Archivarbeit gegen das Vergessen: Professor Viktor Kirillow. Foto: Pressebild
Bis zur Mitte des 20. Jahrhunderts war die deutsche Minderheit eine der zahlenstärksten in der Sowjetunion. 1924 billigten die Bolschewiken gar die Gründung einer „Autonomen Republik der Wolgadeutschen“, was allerdings die späteren Repressalien gegenüber den sowjetischen Deutschen nicht verhinderte.
Am 28. August 1941 legte der Oberste Sowjet den Erlass „Über die Umsiedlung der Deutschen aus der Wolgaregion“ vor. Die Strategie der Behörden: Angeblich hatte man in diesem Volk Tausende Saboteure und Spione entlarvt. Im Herbst wurden 433 000 Menschen in den Ural, nach Sibirien und Kasachstan deportiert. Den einen ließ man nicht einmal Zeit, ihre Koffer zu packen, andere konnten immerhin Lebensmittel für unterwegs, Kleidung und Haushaltsgerät mitnehmen.
Auf den weiten Weg ging es im Eisenbahnwaggon oder im Schleppkahn. Viele starben bereits während der Reise.

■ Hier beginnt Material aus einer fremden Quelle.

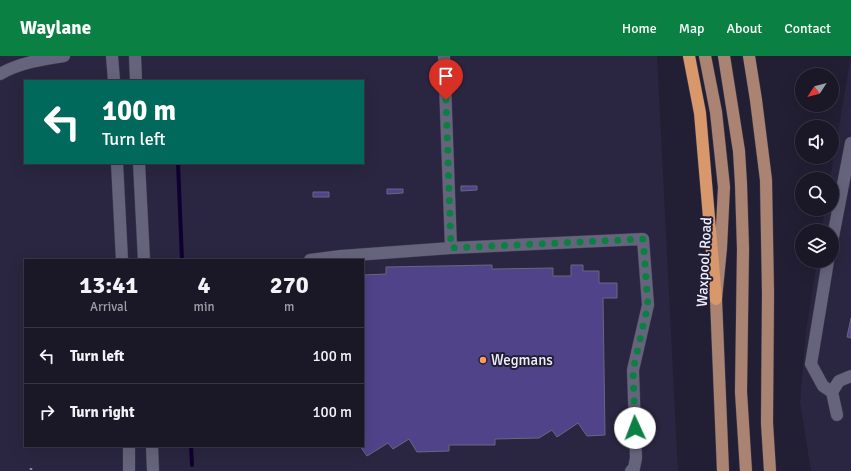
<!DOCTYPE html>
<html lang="en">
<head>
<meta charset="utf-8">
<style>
  body { margin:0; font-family:Signika,sans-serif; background:#272433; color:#f1f3f6; height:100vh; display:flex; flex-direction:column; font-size:15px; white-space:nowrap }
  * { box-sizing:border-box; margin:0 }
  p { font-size:13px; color:#9f9fa7 }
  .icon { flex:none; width:22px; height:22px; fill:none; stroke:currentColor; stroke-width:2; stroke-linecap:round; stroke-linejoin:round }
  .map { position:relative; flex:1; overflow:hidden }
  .drawer { position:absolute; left:24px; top:203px; width:340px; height:188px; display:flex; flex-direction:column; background:#1a1727; border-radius:0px; box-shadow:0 4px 16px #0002,0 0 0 1px #383644 }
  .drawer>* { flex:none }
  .top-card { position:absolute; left:24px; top:24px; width:340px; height:84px; border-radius:0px; box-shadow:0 4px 16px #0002,0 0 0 1px #383644; background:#00695c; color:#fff; overflow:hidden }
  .needle { width:26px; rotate:234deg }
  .fabs { position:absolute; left:795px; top:12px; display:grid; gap:8px }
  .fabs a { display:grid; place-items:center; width:44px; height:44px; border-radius:50%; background:#1a1727; box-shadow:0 4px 16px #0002,0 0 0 1px #383644; font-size:20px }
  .pin { position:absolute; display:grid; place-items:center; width:34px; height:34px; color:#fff; margin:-41px -17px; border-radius:50% 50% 50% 0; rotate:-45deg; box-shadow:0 0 4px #0007 }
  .pin .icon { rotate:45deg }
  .me { position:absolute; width:44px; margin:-22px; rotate:358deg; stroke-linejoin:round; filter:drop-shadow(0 0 3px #0008) }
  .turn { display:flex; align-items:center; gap:14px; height:84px; padding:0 12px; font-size:18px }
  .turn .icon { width:52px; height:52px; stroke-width:2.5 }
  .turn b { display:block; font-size:28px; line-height:34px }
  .eta { display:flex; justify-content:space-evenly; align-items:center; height:68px; text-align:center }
  .eta b { font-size:24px; font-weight:700; line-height:28px }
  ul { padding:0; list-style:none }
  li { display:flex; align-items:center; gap:12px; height:56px; padding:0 12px; border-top:1px solid #383644 }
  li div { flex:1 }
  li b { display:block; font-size:15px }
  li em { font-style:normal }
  header { display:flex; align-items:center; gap:24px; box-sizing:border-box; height:56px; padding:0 20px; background:#0b8043; color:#fff }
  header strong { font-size:19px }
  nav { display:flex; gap:22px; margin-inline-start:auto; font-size:14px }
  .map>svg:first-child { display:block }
  .built { fill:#2a2641; fill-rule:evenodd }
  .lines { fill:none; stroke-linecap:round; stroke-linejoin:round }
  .stream { stroke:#100032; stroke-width:4 }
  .building { fill:#50438a; stroke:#69677f }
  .minor-casing { stroke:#3e3c4d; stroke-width:13 }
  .major-casing { stroke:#3e3c4d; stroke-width:13 }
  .highway-casing { stroke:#3e3c4d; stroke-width:13 }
  .path { stroke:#8a889a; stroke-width:2.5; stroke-dasharray:2 2; stroke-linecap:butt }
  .minor { stroke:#66647c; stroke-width:12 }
  .major { stroke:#aa8372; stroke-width:12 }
  .highway { stroke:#d8986b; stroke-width:12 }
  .route { stroke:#0b8043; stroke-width:7; stroke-dasharray:0 12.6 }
  .poi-dot { fill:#fd9d55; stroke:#221f34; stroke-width:1.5 }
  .labels { text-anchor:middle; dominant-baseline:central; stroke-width:4; stroke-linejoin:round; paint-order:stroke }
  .street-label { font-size:15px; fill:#f0effe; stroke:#221f34 }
  .poi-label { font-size:15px; fill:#f0effe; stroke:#221f34; text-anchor:start }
</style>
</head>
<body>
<header>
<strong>Waylane</strong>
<nav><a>Home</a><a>Map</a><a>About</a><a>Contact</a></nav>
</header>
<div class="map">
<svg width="851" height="415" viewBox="0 0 851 415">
  <rect width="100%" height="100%" fill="#221f34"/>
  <path class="built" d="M0 0H657L678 415H0ZM25 25H363V107H25ZM25 204H363V390H25Z
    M851 0V415H811L800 346 806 276 817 205H832V175H821L825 153H832V123H830Z"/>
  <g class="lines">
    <path class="stream" d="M178 107 182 204
      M191 390 192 409"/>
  </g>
  <path class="building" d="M461 130H477V134L461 135Z
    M387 133H403V137L387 138Z
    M313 136H329V141H313Z
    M492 209V213L553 212V220H571V209H583V215H599V227H617V242H603L605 379 587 380 578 367 557 381 552 374 539 382 495 383V389H449V395L417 396 409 383 393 393 388 387 367 400 360 390H363V219L386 218V211Z
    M851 262V282L847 281Z"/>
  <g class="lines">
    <g class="minor-casing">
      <path id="minor" d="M112 0 114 25
        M135 0 136 25
        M444 0 451 192
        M0 18C19 7 43 3 64 0
        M117 107 122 204
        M139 107 144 204
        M832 186 851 87
        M310 204 341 200 451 192 643 183 648 249 633 314 636 402 634 412 631 415
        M828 205 811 308 823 330 832 336 837 359
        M832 336 839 325 851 320
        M129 390V415
        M152 390 153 415"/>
    </g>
    <g class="major-casing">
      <path id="major" d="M705 0 716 56 724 131 721 192 716 243 723 415
        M724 0 739 95 741 128 743 193 741 336 746 415
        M749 0 756 44 766 124 768 237 767 367 770 415"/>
    </g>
    <g class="highway-casing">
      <path id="highway" d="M689 0 700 57 716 243"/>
    </g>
    <path class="path" d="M31 412V415"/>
    <use href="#minor" class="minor"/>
    <use href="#major" class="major"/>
    <use href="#highway" class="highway"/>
  </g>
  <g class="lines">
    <path class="route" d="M446 44 451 192 643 183 648 249 633 314 635 372"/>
  </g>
  <circle class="poi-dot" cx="483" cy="304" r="4"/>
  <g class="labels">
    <g class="street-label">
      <text transform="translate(704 206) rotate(-87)">Waxpool Road</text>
    </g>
    <g class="poi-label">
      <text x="491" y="304">Wegmans</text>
    </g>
  </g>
</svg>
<div class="fabs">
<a><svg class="needle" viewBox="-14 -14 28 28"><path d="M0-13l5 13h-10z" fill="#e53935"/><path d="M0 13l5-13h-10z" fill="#9f9fa7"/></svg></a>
<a><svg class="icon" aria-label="sound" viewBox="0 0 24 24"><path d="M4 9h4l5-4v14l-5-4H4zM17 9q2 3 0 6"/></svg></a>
<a><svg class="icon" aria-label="search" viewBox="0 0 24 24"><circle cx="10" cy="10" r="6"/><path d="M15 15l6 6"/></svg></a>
<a><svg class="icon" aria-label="layers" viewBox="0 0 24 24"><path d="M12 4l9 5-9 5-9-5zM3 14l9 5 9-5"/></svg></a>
</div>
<div class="pin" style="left:446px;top:44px;background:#d93025"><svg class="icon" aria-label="arrive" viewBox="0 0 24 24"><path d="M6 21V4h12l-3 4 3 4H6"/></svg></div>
<svg class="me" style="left:635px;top:372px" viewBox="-20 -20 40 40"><circle r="19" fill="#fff"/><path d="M0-13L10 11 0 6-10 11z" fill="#0b8043"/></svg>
<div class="top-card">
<div class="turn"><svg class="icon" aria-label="left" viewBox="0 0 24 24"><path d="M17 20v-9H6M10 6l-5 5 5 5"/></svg><div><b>100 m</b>Turn left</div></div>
</div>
<section class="drawer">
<div class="eta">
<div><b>13:41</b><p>Arrival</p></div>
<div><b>4</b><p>min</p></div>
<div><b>270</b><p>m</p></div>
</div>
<ul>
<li><svg class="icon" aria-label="left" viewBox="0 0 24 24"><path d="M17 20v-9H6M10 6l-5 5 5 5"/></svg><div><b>Turn left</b></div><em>100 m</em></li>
<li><svg class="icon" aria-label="right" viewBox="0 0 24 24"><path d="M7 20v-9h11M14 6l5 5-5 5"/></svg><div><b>Turn right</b></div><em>100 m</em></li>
</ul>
</section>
</div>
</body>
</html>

Die Überlebenden hatten sich noch nicht eingerichtet, als im Januar 1942 ein neuer Erlass die Einberufung in die Arbeitsarmee anordnete. „Zuerst haben sie nur die Männer von 17 bis 50 Jahren eingezogen, dann reichten die Ressourcen nicht mehr aus und Invalide, Frauen und Jugendliche wurden mobilisiert“, erzählt Arkadij Anton. Er wurde mit 15 Jahren eingezogen. „In der Regel wurden wir für körperlich schwere Arbeiten eingesetzt: Bäume fällen, Kohle schaufeln, Steine aus Kiesgruben karren.“
Die Mobilisierten galten zwar nicht als Häftlinge, mussten aber wie diese hinter Stacheldraht in Baracken hausen, eine Person auf anderthalb Quadratmetern Fläche. Zur Arbeit eskortierte sie eine Wachmannschaft. Aufgestanden wurde um fünf, Appell war um sechs, von 7.00 bis 19.00 Uhr Arbeitsdienst. Aus den Erinnerungen des Arbeitssoldaten Roman Bauer: „Wir verluden Sand in Waggons für das Betonwerk. An einem Tag schaufelten wir 36,5 Kubikmeter, jeder Kubikmeter wog 1800 Kilogramm, insgesamt also 66 Tonnen. Dafür bekamen wir pro Tag 300 Gramm Brot und eine Schüssel Erbsen.“
Nicht besser erging es den Frauen. Aus den Erinnerungen einer
Deutschen aus Nischni Tagil: „Der Kolchos-Vorsitzende jagte uns aus dem Dorf. Meine Schwester Emma mit ihren drei Kindern und noch eine weitere Frau, die fünf Kinder hatte, gingen in den Wald, bauten sich aus Zweigen Hütten und bedeckten sie mit einer Grasnarbe. Tagsüber suchten die Mütter nach Essbarem: Weizen- oder Roggenähren, gefrorene Kartoffeln vom Feld, Brennnesseln. Wenn sie jemandem über den Weg liefen, nahm man ihnen alles ab. Eines Tages kehrte Emma vom Feld zurück und fand ihre Tochter tot auf. Vor Hunger hatte sie sich die Fingerkuppen abgebissen.“
1946 wurde die Arbeitsarmee aufgelöst, die Deutschen aber ließ man dort, wohin man sie umgesiedelt hatte, in der Nähe der Fabriken. Einmal im Monat mussten sie sich in der Kommandantur melden. Wer floh, riskierte 20 Jahre Straflager. Einen Personalausweis erhielten sie erst wieder ab 1955.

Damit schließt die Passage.